The use of automatic short answer grading (ASAG) models may help alleviate the time burden of grading while encouraging educators to frequently incorporate open-ended items in their curriculum. However, current state-of-the-art ASAG models are large neural networks (NN) often described as "black box", providing no explanation for which characteristics of an input are important for the produced output. This inexplicable nature can be frustrating to teachers and students when trying to interpret, or learn from an automatically-generated grade. To create a powerful yet intelligible ASAG model, we experiment with a type of model called a Neural Additive Model that combines the performance of a NN with the explainability of an additive model. We use a Knowledge Integration (KI) framework from the learning sciences to guide feature engineering to create inputs that reflect whether a student includes certain ideas in their response. We hypothesize that indicating the inclusion (or exclusion) of predefined ideas as features will be sufficient for the NAM to have good predictive power and interpretability, as this may guide a human scorer using a KI rubric. We compare the performance of the NAM with another explainable model, logistic regression, using the same features, and to a non-explainable neural model, DeBERTa, that does not require feature engineering.
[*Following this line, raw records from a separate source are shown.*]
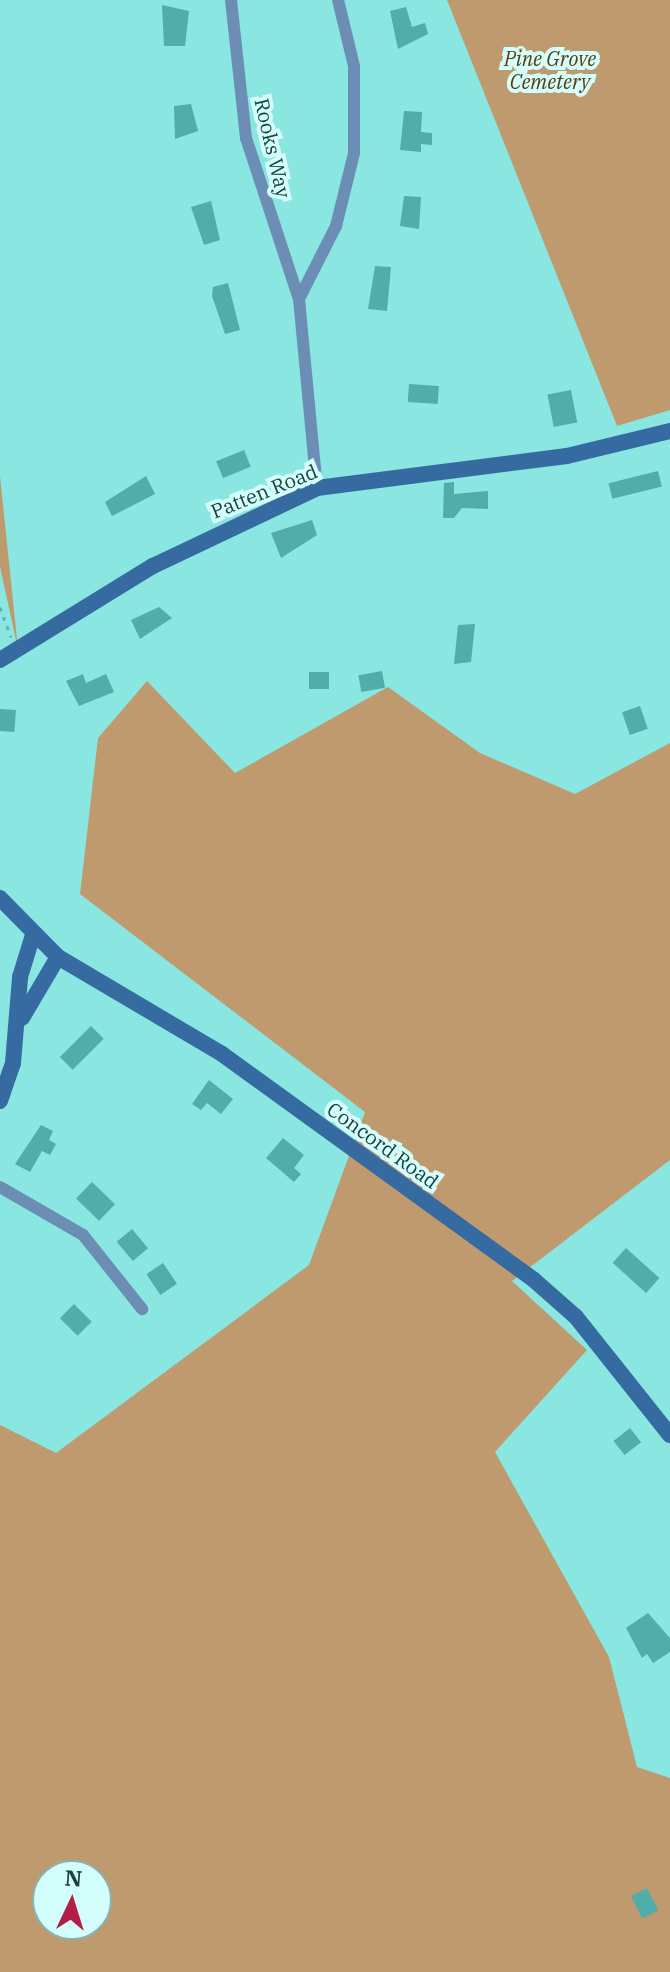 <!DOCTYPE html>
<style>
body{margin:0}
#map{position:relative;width:670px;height:1972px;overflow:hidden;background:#8ae6e1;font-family:"IBM Plex Serif",serif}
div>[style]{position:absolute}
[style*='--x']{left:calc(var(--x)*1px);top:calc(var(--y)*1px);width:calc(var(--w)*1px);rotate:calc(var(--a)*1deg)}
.green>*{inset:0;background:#bf9a6e}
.building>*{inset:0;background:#50ada9;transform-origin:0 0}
.path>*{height:3px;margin-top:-1.5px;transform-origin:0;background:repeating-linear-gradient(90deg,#67b3af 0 4px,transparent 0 10px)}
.street>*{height:12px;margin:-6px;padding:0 6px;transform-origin:6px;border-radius:6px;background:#6c8eb4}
.secondary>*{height:16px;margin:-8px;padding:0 8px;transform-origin:8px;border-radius:8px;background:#366ba2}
span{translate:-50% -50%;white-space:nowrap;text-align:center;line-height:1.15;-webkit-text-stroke:8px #d3fefb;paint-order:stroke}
.park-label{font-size:20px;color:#5a3a0a;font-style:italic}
.street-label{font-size:20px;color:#1a413f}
.north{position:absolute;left:32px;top:1860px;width:80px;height:80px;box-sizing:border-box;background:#d3fefb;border:2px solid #89b2b0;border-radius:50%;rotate:4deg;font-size:22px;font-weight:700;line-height:32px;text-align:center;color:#1a413f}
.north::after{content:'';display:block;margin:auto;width:28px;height:36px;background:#b11f48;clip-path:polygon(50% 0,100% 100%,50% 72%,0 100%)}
</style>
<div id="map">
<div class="green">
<i style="clip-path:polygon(447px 0,670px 0,670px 410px,617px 426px)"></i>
<i style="clip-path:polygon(0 476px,18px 649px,0 567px)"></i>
<i style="clip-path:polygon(evenodd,147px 681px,235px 773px,388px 687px,480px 753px,575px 794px,670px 743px,670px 1160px,512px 1281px,587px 1350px,495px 1452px,609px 1657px,637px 1767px,670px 1778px,670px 1972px,0 1972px,0 1425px,56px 1453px,309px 1265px,365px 1112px,80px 894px,98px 738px,147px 681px,48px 1876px,96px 1876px,96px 1924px,48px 1924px,48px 1876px)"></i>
</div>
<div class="building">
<i style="clip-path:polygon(162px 5px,189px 11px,185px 46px,164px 46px)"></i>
<i style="clip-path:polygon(406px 7px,412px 27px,425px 23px,428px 34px,398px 49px,390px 11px)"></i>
<i style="clip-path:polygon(191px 104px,198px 131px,175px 139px,174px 106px)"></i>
<i style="clip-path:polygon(404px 111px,422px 112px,421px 132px,432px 133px,432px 145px,421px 144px,421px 152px,400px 150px)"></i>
<i style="clip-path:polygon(404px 196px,421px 197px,419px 229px,400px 226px)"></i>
<i style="clip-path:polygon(211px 201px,220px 240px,204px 245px,191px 207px)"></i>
<i style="clip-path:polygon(375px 266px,391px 267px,387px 311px,368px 309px)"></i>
<i style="clip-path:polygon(228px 283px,240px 330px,225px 334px,212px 296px,213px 287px)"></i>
<i style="left:409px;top:384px;width:30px;height:18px;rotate:4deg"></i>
<i style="left:571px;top:390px;width:33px;height:24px;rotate:79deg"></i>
<i style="left:244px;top:450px;width:18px;height:30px;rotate:68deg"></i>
<i style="left:658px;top:471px;width:16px;height:51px;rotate:76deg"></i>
<i style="clip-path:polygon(146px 476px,155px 494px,112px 516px,105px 502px)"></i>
<i style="clip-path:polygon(454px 482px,454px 494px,488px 491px,488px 509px,462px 508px,454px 518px,443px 518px,444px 483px)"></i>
<i style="clip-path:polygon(312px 520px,317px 535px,281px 558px,271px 533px)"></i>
<i style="clip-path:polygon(159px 607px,172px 618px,140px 639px,131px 620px)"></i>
<i style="clip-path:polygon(475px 624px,471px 662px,454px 664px,458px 625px)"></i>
<i style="left:382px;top:671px;width:17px;height:24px;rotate:80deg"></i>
<i style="left:309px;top:672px;width:20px;height:17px"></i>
<i style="clip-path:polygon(83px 674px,86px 683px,106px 674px,114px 692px,79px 706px,66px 681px)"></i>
<i style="left:640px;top:706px;width:24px;height:19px;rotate:71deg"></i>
<i style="left:0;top:709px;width:16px;height:22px;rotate:4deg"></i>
<i style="left:91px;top:1026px;width:18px;height:44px;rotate:45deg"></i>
<i style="clip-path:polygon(209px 1080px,233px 1099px,221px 1114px,207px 1103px,201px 1110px,192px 1104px)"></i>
<i style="clip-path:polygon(41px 1125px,53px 1131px,49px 1140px,56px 1144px,50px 1155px,42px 1151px,30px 1172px,15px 1164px)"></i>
<i style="clip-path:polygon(283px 1138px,304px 1155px,294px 1168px,301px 1174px,294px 1182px,266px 1158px)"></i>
<i style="left:92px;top:1182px;width:32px;height:23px;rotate:44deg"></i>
<i style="left:132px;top:1229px;width:25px;height:20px;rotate:50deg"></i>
<i style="left:626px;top:1248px;width:45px;height:20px;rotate:42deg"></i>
<i style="left:163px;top:1263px;width:25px;height:20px;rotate:56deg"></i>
<i style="left:74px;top:1304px;width:25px;height:20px;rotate:45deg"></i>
<i style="left:630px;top:1428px;width:18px;height:21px;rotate:52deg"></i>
<i style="clip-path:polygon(648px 1613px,670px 1638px,670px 1652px,653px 1663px,647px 1654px,642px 1658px,626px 1628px)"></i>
<i style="left:647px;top:1888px;width:25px;height:18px;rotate:63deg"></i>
</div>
<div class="path">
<i style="--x:0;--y:607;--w:32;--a:70"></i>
</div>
<div class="street">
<i style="--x:231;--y:0;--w:139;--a:83.8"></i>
<i style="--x:246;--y:138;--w:169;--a:71.8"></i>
<i style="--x:299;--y:299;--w:190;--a:84.6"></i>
<i style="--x:299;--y:299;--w:82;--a:-63.1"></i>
<i style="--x:336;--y:226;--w:75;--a:-76.1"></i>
<i style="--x:354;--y:153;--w:87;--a:-90"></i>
<i style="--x:354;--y:66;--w:68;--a:-103.6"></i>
<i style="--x:0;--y:1187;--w:96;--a:30"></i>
<i style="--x:83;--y:1235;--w:95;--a:51.4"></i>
</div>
<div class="secondary">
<i style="--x:0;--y:660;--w:180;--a:-31.6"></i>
<i style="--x:153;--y:566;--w:182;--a:-25.4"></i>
<i style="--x:317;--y:488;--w:252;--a:-7.3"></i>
<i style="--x:567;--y:456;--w:106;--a:-13.6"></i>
<i style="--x:0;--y:898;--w:83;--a:45.5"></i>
<i style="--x:58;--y:957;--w:191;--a:30.6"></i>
<i style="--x:222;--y:1054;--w:385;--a:35.9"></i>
<i style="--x:534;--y:1280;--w:56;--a:41.4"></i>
<i style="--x:576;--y:1317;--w:151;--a:51.5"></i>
<i style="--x:22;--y:1018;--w:71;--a:-59.5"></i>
<i style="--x:0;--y:1101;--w:40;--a:-71.1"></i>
<i style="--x:13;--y:1063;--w:86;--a:-85.3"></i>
<i style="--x:20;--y:977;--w:44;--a:-72.8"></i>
</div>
<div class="park-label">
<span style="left:550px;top:70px">Pine Grove<br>Cemetery</span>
</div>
<div class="street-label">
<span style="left:273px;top:148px;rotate:77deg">Rooks Way</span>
<span style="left:264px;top:491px;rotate:-22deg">Patten Road</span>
<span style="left:383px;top:1145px;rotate:36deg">Concord Road</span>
</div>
<div class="north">N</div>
</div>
翻译：自动简答评分（ASAG）模型的运用可能有助于减轻评分的时间负担，同时鼓励教育工作者在课程中频繁纳入开放式题目。然而，当前最先进的ASAG模型通常是被称为"黑箱"的大型神经网络（NN），无法解释输入中哪些特征对输出结果至关重要。这种不可解释性在师生试图解读或学习自动生成的分数时会造成困扰。为构建强大且可解释的ASAG模型，我们实验了一种名为神经加性模型（Neural Additive Model）的模型类型，该模型结合了神经网络的性能与加性模型的可解释性。我们采用学习科学中的知识整合（KI）框架指导特征工程，创建能反映学生回答中是否包含特定概念的输入特征。我们假设，将预定义概念的包含（或排除）作为特征进行标注，足以使NAM具备良好的预测能力与可解释性，因为这可能引导评分者使用KI评分标准。我们使用相同特征将NAM与另一种可解释模型逻辑回归进行性能对比，并与无需特征工程的不可解释神经模型DeBERTa进行对比。